Analyses | 26 mai 2021
2021-5-26

À Valencia, les représentants de LREM persistent dans la lâcheté culturelle

De Francis Mateo
5 min

Mépris ou désinvolture ? Les représentants de l'État et les élus macronistes refusent de donner la moindre explication sur la fermeture de l'Institut Français de Valencia. Une décision qui illustre le manque d'ambition culturelle de la majorité présidentielle

Par Francis Mateo (en Espagne) 

Jean-Yves Le Drian, ministre de l'Europe et des Affaires étrangères : absent ! Son Secrétaire d'État Jean-Baptiste Lemoyne : absent ! Jean-Michel Casa, Ambassadeur de France en Espagne : absent ! Anne Louyot, Conseillère culturelle en Espagne : absente ! Samantha Cazebonne, députée LREM de la 5ème circonscription des Français de l'étranger : absente ! À l'heure de répondre sur la liquidation de l'Institut Français de Valencia (IFV), tous ces représentants de la République brillent donc par leur absence. Tout juste Samantha Cazebonne consent-elle à nous adresser une phrase qui résonne comme un arbre creux : « Je me suis battue pour obtenir des moyens pour la culture et l'éducation dans ma circonscription, quant à la manière de les répartir, cela ne m'appartient pas ». On se demande bien de quels « moyens » il s'agit, et l’on s'interroge sur la notion de « répartition » concernant la suppression d'un institut (licenciements compris !). On en vient fatalement à se demander à quoi servent des élus et fonctionnaires qui se défilent lorsqu'on les interroge sur leurs responsabilités. La politique n'est-elle devenue qu'une façon de faire carrière en satisfaisant son ego ? La désinvolture de cette élite dans la disparition de l'IFV est en tout cas un signe évident de cette dérive : impossible d'obtenir des explications sur la disparition d'une institution française active depuis 1888 dans la troisième ville d'Espagne.
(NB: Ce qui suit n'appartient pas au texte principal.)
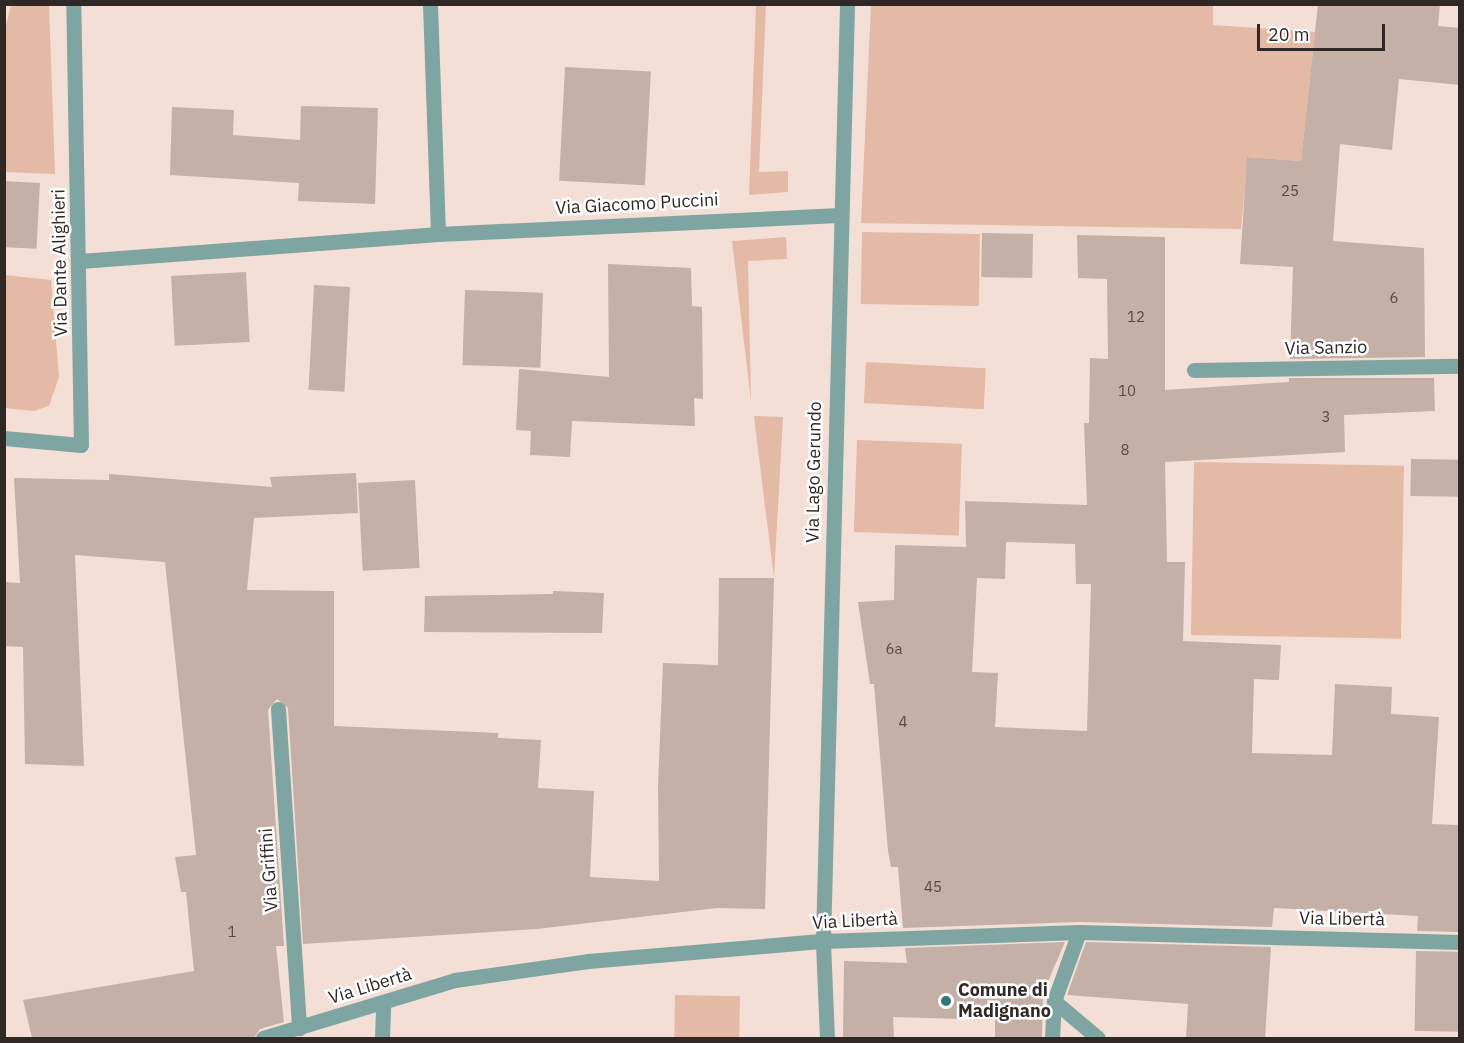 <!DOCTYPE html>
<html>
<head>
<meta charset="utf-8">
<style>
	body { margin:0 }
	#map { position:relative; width:1464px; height:1043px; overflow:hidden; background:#f4dfd6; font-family:"IBM Plex Sans",sans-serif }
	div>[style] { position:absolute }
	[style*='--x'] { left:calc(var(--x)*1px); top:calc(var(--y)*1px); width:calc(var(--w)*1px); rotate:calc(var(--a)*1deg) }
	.green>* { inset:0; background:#e4b9a6; transform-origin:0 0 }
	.building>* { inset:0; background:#c4b0a7; transform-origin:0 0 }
	.street>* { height:15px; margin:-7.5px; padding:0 7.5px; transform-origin:7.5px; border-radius:7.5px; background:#7fa5a3 }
	.dots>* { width:16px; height:16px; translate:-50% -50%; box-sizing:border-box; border:3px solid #fff; border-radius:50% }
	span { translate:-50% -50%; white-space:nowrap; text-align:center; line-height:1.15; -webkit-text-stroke:5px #fff; paint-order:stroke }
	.number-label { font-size:15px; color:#554a46 }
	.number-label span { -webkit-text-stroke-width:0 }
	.street-label { font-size:18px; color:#302825 }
	.poi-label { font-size:18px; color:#302825; font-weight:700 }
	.left { translate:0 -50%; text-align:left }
	.frame { position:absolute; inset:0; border:6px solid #302825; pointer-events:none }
	.scale { position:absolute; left:1257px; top:24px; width:128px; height:27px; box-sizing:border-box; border:3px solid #302825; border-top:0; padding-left:8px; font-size:18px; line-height:21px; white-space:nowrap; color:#302825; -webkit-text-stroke:4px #fff; paint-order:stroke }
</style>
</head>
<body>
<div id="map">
	<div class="green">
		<i style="clip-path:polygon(11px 5px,49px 5px,55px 174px,5px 172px,4px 33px)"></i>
		<i style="clip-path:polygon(756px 5px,766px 5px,759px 172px,788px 171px,788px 192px,749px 195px)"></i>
		<i style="clip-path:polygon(871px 5px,1213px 5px,1213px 25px,1315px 32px,1301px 161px,1248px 157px,1241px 229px,861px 223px)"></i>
		<i style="left:862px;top:232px;width:118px;height:72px;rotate:1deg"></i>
		<i style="clip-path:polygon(786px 237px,787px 259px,748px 261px,751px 401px,732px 241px)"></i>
		<i style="clip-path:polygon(5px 275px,51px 280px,59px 377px,49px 406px,34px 411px,5px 408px)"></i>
		<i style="left:866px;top:362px;width:120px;height:41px;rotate:3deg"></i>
		<i style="clip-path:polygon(754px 416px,783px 417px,774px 578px,758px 450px)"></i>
		<i style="left:857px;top:440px;width:105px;height:92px;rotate:2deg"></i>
		<i style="left:1194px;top:462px;width:210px;height:173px;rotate:1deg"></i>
		<i style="left:675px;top:995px;width:65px;height:43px;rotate:1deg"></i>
	</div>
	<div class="building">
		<i style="clip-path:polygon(1318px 4px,1440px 4px,1438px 26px,1460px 28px,1460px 85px,1399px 79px,1392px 150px,1340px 144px,1333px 241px,1424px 248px,1425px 357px,1290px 359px,1293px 267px,1240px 264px,1247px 157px,1301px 161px)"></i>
		<i style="left:565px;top:67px;width:86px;height:114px;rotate:3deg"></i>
		<i style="clip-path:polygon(301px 106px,378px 108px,375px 204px,298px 201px,299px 183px,170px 175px,172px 107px,234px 110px,233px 135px,300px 140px)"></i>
		<i style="left:4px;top:181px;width:36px;height:66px;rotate:3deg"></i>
		<i style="left:982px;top:233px;width:51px;height:44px;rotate:1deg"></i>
		<i style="clip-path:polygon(evenodd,1077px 235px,1165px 237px,1165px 390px,1289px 382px,1289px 378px,1434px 378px,1435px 411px,1344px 415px,1345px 452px,1165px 462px,1167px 562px,1185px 562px,1183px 641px,1281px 645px,1279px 680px,1254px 679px,1252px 753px,1332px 755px,1335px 684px,1392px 687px,1391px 714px,1439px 717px,1432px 824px,1460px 825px,1460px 932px,1417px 931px,1418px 916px,1274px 908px,1272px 927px,1079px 922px,903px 928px,898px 867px,891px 867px,888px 851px,874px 684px,870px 684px,858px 602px,894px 600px,895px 545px,966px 547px,965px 501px,1087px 505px,1084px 423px,1089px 423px,1090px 358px,1108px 359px,1107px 279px,1078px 278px,1077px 235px,1006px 542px,1075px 544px,1076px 584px,1091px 584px,1087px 731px,995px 727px,998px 673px,972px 672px,977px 578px,1005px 579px,1006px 542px)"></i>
		<i style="clip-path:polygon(608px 264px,691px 268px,692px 306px,702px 307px,703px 399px,694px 398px,695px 426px,572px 421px,570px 457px,530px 455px,531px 431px,516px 430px,519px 369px,609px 377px)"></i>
		<i style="left:246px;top:272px;width:70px;height:75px;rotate:87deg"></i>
		<i style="left:314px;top:285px;width:36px;height:105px;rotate:3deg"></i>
		<i style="left:465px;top:290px;width:78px;height:75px;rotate:2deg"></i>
		<i style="left:1411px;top:459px;width:49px;height:37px;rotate:1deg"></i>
		<i style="clip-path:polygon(356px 473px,358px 513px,254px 518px,247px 590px,334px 591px,334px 726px,498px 733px,498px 738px,541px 740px,538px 788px,594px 791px,590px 877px,659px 881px,658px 785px,663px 663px,718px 665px,719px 578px,774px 578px,765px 909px,717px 908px,537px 929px,303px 944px,288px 708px,277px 699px,268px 710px,284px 946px,276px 946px,284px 1022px,260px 1029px,254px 1038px,32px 1038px,23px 1000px,194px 971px,186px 892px,181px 892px,175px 857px,196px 855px,165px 562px,75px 555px,84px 766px,25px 764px,23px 647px,4px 646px,4px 582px,20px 583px,14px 478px,109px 480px,109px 474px,272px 487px,270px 477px)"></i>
		<i style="left:415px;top:480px;width:88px;height:57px;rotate:87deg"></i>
		<i style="clip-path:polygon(553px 591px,604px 593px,602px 633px,424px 632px,425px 596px,553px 594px)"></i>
		<i style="clip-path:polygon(1065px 942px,1043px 993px,1042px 1038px,995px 1038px,995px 1020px,893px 1017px,894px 1038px,843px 1038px,844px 961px,907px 963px,905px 948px)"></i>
		<i style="clip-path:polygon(1086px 942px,1271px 947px,1265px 1038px,1186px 1038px,1188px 1004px,1067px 995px)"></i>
		<i style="left:1416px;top:951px;width:44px;height:80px;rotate:1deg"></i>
	</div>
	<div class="street">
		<i style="--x:430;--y:4;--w:230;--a:88"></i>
		<i style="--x:80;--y:261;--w:359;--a:-4.3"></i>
		<i style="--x:438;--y:234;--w:401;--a:-2.7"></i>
		<i style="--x:1194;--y:370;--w:266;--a:-0.9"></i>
		<i style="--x:4;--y:438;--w:77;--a:5.2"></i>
		<i style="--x:81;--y:445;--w:441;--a:-91"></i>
		<i style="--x:278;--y:709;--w:320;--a:86.2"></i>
		<i style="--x:1054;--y:1001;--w:73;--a:-70.1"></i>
		<i style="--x:263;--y:1038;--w:201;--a:-16.8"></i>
		<i style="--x:455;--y:980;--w:134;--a:-8.1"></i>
		<i style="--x:588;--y:961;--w:236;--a:-4.9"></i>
		<i style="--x:823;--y:941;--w:256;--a:-2"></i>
		<i style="--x:1079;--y:932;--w:381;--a:1.5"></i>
		<i style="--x:382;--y:1038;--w:36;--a:-88"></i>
		<i style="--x:827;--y:1038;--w:97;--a:-92.4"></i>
		<i style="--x:823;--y:941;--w:937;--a:-88.53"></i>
		<i style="--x:1052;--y:1038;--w:37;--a:-87"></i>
		<i style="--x:1054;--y:1001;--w:57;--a:40.1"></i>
	</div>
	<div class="dots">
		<i style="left:946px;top:1001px;background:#2e7876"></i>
	</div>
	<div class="number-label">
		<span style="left:1290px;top:191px">25</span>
		<span style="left:1394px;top:298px">6</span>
		<span style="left:1136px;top:317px">12</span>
		<span style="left:1127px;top:391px">10</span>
		<span style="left:1326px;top:417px">3</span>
		<span style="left:1125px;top:450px">8</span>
		<span style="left:894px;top:649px">6a</span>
		<span style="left:903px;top:722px">4</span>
		<span style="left:933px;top:887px">45</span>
		<span style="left:232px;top:932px">1</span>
	</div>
	<div class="street-label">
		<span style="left:637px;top:204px;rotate:-3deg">Via Giacomo Puccini</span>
		<span style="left:60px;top:263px;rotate:-91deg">Via Dante Alighieri</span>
		<span style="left:1326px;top:348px;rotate:-1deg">Via Sanzio</span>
		<span style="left:814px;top:472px;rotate:-89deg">Via Lago Gerundo</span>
		<span style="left:269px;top:870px;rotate:-94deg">Via Griffini</span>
		<span style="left:1342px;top:919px;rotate:1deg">Via Libertà</span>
		<span style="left:855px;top:921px;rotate:-3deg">Via Libertà</span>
		<span style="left:370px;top:986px;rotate:-17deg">Via Libertà</span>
	</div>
	<div class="poi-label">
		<span class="left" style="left:958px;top:1001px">Comune di<br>Madignano</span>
	</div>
	<div class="frame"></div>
	<div class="scale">20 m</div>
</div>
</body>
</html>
La fermeture de l'Institut Français de Valencia est pourtant un coup dur contre la francophonie et la culture française à l'international. Un sale coup dénoncé de toutes parts, y compris par le monde universitaire et politique de Valencia, et jusque dans la presse espagnole. En face : le silence du ministère des Affaires Étrangères (MAE) est tonitruant. Le gouvernement et les élus de LREM traitent avec le même mépris les demandes d'éclaircissement des sénateurs Ronan Le Gleut, Jean-Yves Leconte et Evelyne Renaud Garabedian (respectivement affiliés au LR, PS et ASFE). Quand ils ne tentent pas de discréditer, à travers les réseaux sociaux, ceux qui osent critiquer la suppression de l'IFV sous prétexte « d'électoralisme ». « Le fait d'être en campagne pour les élections consulaires interdirait donc toute critique de la majorité présidentielle », ironise l'écologiste François Ralle Andreoli, en tête de la liste « Agissons Ensemble » à Valencia. Ce représentant d'Europe Écologie Les Verts (EELV) se dit « choqué par la disparition annoncée de l'IFV ». Mais ni lui ni son groupe parlementaire n'ont reçu -non plus- de réponse de la part du gouvernement ou de la députée Cazebonne.
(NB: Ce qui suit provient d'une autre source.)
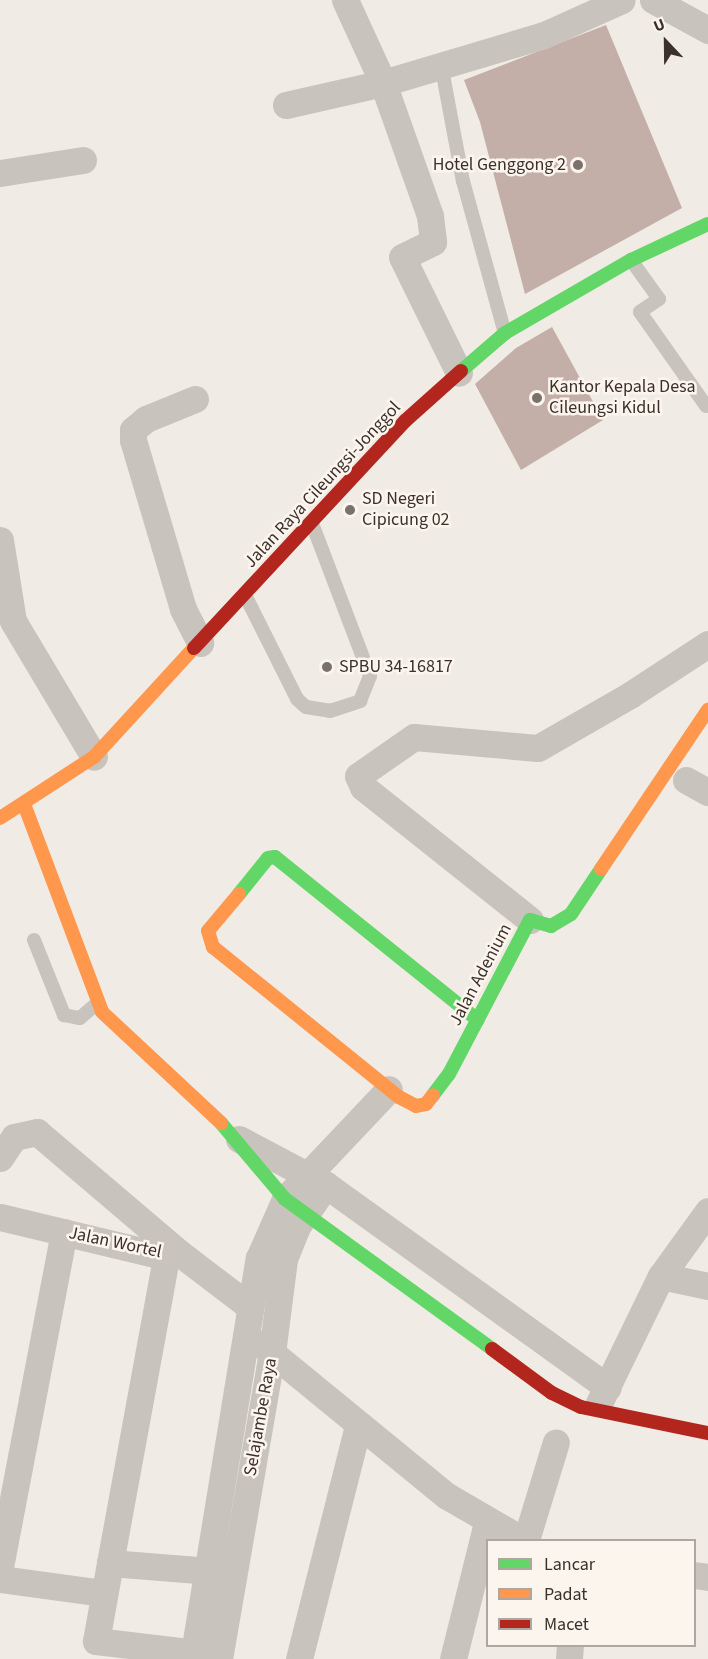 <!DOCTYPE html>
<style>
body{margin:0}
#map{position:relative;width:708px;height:1659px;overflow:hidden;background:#f0ebe5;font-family:"Source Sans 3",sans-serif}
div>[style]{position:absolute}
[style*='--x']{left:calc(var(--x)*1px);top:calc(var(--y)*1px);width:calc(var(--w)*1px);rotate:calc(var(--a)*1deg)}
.building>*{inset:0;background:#c3afa7}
.lane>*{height:14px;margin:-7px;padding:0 7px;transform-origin:7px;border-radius:7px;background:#c9c3be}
.street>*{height:27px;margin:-13.5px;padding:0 13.5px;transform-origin:13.5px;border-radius:13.5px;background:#c9c3be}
.fast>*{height:14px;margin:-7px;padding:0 7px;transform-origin:7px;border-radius:7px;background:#63d668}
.slow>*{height:14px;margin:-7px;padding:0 7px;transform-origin:7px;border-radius:7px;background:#ff974d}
.jam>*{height:14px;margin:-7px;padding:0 7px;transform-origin:7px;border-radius:7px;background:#b3261e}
.dots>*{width:16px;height:16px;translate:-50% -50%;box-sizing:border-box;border:3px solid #fbf5ee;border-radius:50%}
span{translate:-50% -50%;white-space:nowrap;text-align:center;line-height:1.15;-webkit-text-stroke:5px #fbf5ee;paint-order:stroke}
.poi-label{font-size:18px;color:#3b302b}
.right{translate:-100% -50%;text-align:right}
.left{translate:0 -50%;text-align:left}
.street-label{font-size:18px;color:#3b302b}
.legend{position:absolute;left:486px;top:1539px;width:210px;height:108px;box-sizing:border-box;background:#fbf5ee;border:2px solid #aea6a0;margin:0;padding:8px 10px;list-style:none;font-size:18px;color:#3b302b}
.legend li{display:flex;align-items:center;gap:12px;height:30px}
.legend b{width:30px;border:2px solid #aea6a0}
.north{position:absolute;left:636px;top:12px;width:60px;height:60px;-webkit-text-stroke:4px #fbf5ee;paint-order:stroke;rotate:338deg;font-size:16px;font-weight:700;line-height:24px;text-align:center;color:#3b302b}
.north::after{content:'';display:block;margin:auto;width:21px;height:27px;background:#3b302b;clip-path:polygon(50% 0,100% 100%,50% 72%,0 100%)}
</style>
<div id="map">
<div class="building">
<i style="clip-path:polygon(606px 25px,682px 208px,525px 294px,480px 122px,464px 80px)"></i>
<i style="clip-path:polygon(552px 327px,603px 420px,521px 470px,475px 384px,516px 348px)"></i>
</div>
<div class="lane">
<i style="--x:441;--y:64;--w:119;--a:79.4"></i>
<i style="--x:463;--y:181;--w:158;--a:74.6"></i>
<i style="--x:631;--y:260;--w:48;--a:54.3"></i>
<i style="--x:659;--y:299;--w:23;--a:146"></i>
<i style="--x:640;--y:312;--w:115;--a:54.9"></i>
<i style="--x:245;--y:595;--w:116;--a:63.4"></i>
<i style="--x:297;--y:699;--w:12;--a:42"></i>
<i style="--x:306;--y:707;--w:24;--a:9"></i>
<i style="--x:330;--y:711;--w:32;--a:-18"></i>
<i style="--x:360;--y:701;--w:27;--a:-68"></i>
<i style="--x:370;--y:676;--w:164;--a:-110.8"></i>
<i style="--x:34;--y:940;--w:81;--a:68.2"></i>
<i style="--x:64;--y:1015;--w:16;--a:11"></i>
<i style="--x:80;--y:1018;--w:23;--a:-41"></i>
</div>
<div class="street">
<i style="--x:345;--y:0;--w:91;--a:65.4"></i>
<i style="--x:383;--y:83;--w:141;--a:70.5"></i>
<i style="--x:430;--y:216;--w:26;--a:83"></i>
<i style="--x:433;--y:242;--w:34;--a:154"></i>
<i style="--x:402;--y:257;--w:129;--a:63.8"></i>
<i style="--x:653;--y:0;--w:63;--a:28.6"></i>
<i style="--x:286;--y:105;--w:99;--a:-12.8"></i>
<i style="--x:383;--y:83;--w:168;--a:-16.6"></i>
<i style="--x:544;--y:35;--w:85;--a:-24.2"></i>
<i style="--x:0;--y:173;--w:84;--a:-8.9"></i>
<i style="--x:195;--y:399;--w:53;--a:157.8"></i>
<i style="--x:146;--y:419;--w:17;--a:140"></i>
<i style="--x:133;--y:430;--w:10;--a:90"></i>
<i style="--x:133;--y:440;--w:176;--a:73.5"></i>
<i style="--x:183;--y:609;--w:38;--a:63"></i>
<i style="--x:0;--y:540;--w:82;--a:80.9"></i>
<i style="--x:13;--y:621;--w:158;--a:59.2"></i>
<i style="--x:686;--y:780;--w:25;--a:29"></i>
<i style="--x:530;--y:920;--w:213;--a:-141.5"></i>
<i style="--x:363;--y:787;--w:12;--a:-114"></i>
<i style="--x:358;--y:776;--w:68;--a:-34.9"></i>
<i style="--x:414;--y:737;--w:124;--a:5.1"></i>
<i style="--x:538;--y:748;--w:106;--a:-29.9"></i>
<i style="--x:630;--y:695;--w:93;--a:-33.2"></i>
<i style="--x:239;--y:1139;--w:98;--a:27.9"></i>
<i style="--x:326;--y:1185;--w:347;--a:35.7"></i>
<i style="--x:0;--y:1158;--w:25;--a:-56"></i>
<i style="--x:14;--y:1137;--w:24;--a:-12"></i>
<i style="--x:37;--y:1132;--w:185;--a:40.4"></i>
<i style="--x:0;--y:1217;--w:171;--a:13.5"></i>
<i style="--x:166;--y:1257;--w:13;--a:-23"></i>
<i style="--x:178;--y:1252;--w:89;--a:37.3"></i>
<i style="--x:661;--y:1276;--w:48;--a:12"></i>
<i style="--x:261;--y:1344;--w:240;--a:39.3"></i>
<i style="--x:447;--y:1496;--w:88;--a:30.1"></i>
<i style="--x:599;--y:1403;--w:141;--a:-64"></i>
<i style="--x:661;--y:1276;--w:80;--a:-54.1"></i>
<i style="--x:526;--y:1540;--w:102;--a:-73"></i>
<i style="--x:110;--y:1563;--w:311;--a:-79.6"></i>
<i style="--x:0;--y:1567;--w:341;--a:-79.2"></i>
<i style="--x:694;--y:1575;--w:14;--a:8"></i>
<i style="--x:0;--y:1579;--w:105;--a:7.7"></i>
<i style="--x:213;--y:1655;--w:118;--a:-173.2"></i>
<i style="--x:96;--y:1641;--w:79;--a:-79.8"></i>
<i style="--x:110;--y:1563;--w:113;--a:4.6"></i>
<i style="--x:193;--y:1659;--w:406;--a:-80.7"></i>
<i style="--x:259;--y:1258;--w:64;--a:-66.2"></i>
<i style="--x:285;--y:1199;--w:151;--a:-46.6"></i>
<i style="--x:219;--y:1659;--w:311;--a:-80.2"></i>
<i style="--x:272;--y:1353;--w:95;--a:-82.7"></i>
<i style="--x:284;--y:1259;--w:37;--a:-68"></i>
<i style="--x:298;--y:1225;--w:49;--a:-55"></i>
<i style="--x:299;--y:1659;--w:240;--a:-75.8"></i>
<i style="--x:453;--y:1659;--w:140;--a:-76"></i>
<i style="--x:569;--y:1659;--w:13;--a:-86"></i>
</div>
<div class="fast">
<i style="--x:461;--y:371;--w:58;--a:-40.8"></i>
<i style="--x:505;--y:333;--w:146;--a:-30.1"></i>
<i style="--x:631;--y:260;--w:85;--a:-25.1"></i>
<i style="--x:239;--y:894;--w:46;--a:-51.1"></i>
<i style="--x:268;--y:858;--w:7;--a:-8"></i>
<i style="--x:275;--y:857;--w:260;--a:38.8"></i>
<i style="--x:433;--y:1095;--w:26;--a:-53"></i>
<i style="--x:449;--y:1074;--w:174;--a:-62.3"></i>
<i style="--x:530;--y:920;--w:22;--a:16"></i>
<i style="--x:551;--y:926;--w:23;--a:-31"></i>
<i style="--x:571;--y:914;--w:54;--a:-56.3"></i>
<i style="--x:221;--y:1123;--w:99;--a:49.9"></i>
<i style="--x:285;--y:1199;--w:256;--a:35.9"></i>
</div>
<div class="slow">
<i style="--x:24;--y:804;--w:222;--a:69.4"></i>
<i style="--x:102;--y:1012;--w:163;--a:43"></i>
<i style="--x:0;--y:818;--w:112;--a:-33"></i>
<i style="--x:94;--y:757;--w:148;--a:-47.5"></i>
<i style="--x:601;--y:869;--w:192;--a:-56.1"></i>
<i style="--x:239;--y:894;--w:48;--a:130"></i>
<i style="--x:208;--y:931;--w:17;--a:73"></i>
<i style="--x:213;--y:947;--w:239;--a:38.9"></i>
<i style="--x:399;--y:1097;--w:19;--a:28"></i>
<i style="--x:416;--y:1106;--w:10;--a:-11"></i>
<i style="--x:426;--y:1104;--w:11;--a:-52"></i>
</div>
<div class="jam">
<i style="--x:194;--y:648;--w:310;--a:-47.1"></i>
<i style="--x:405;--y:421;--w:75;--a:-41.8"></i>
<i style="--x:492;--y:1349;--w:74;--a:36.3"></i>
<i style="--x:552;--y:1393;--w:32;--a:26"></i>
<i style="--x:581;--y:1407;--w:130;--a:11.6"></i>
</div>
<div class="dots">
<i style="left:578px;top:165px;background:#7a716c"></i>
<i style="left:537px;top:398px;background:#7a716c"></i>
<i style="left:350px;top:510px;background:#7a716c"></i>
<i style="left:327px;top:667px;background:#7a716c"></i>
</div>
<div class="poi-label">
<span class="right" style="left:566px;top:165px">Hotel Genggong 2</span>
<span class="left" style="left:549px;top:398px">Kantor Kepala Desa<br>Cileungsi Kidul</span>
<span class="left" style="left:362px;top:510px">SD Negeri<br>Cipicung 02</span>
<span class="left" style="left:339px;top:667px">SPBU 34-16817</span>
</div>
<div class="street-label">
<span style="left:323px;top:485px;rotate:-47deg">Jalan Raya Cileungsi-Jonggol</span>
<span style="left:481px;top:975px;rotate:-62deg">Jalan Adenium</span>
<span style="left:115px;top:1243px;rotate:12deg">Jalan Wortel</span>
<span style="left:261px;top:1417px;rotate:-80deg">Selajambe Raya</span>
</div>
<ul class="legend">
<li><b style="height:8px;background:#63d668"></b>Lancar</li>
<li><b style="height:8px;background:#ff974d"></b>Padat</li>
<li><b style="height:8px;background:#b3261e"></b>Macet</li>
</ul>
<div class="north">U</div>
</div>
Petits (et mauvais) calculs entre amis

Au-delà de l'Espagne, c'est l'avenir de la culture française à l'international qui est en jeu. Car le mutisme du MAE laisse penser que cette fermeture de l'Institut Français de Valencia correspond à une stratégie plus globale, et d'autres Instituts pourraient subir le même sort. Les objectifs définis dans le projet de Finances de 2019 sur ce plan ne portent d'ailleurs pas à l'optimisme, puisqu'ils prévoient une réduction de la masse salariale du MAE à l’étranger de 10% d’ici 2022, au titre des gains de productivité. Et la suppression des 26 postes d'enseignants à l'Institut Français de Valencia (mais aussi des activités de conférences et d'échanges francophones, à travers notamment la suppression de la médiathèque) coïncide avec cette stratégie de rabotage de la culture française. On est loin d'une politique ambitieuse pour le rayonnement culturel français dans le monde !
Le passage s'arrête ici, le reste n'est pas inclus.